By Tom Goodman, M.Ed.

Introduction
Youth soccer clubs are a relatively new phenomenon in America. Adult amateur, semi-professional and professional soccer clubs certainly have a longer history in the United States. As recently as 30 years ago, most American youth soccer was organized in city, town or church leagues. Some of these leagues slightly resembled clubs with their multiple age-group playing structure, but a true club environment, with multiple levels of play within an age group and multiple types of programming within an organization, was non-existent.

The growth of youth soccer over the past 30 years has been tremendous, thus in many cases requiring a structure different from that of the league format. Because of this growth, multiple levels of competition within an age group have evolved. These different layers of competition are also a result of America's need for quality players at the national level as we pursue our place as an international soccer power.

American youth soccer clubs have evolved into small-business structures out of necessity. As the youth soccer leagues grew, due to the increase in player participation, volunteer league administrators and leaders could not handle the tremendous amount of additional work necessary to maintain an organized, competitive, player development environment, without some form of condensed, structured, business format. Thus, the club was born, fashioned after the small-business model.
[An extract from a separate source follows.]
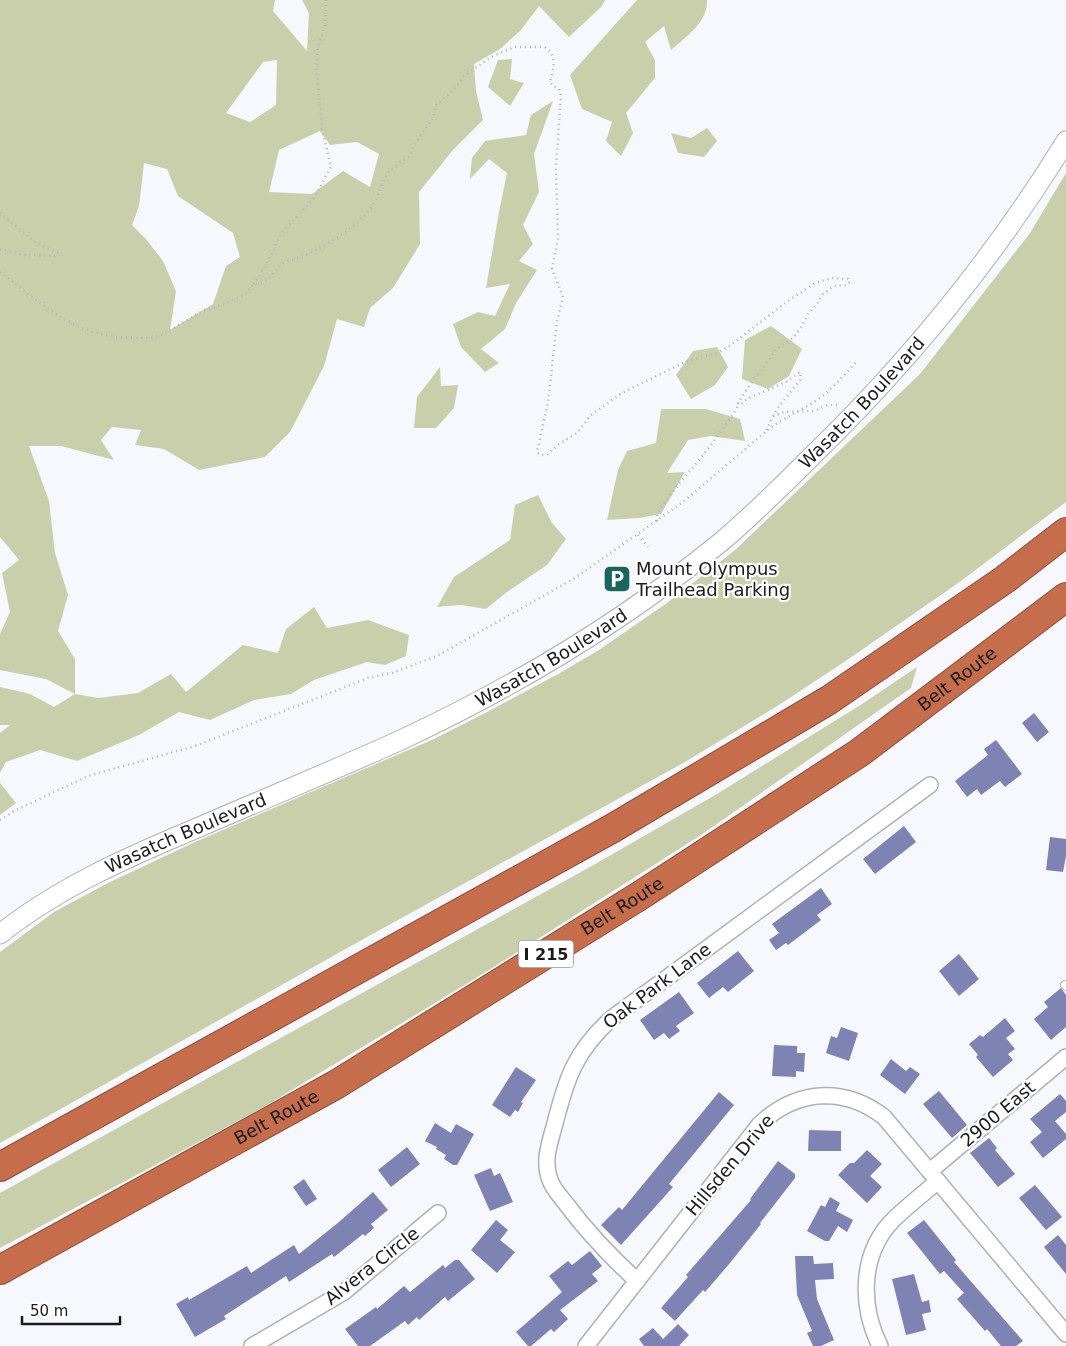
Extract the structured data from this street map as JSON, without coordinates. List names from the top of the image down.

Youth soccer clubs in America have increased in number, size and type. Some youth soccer clubs are non-profit organizations, while others are for-profit organizations. Some youth soccer clubs have hundreds of players involved in recreation play only, while others have thousands of players involved in a variety of playing levels (recreation, travel, academy, select and premier).

Today, there are many club models that you can research if you are interested in starting a club or in modifying an existing club. It is imperative that your reason (purpose/mission) for wanting to start a club is clear and something in which you strongly believe. The proper development of youth soccer players should be at the heart of your mission.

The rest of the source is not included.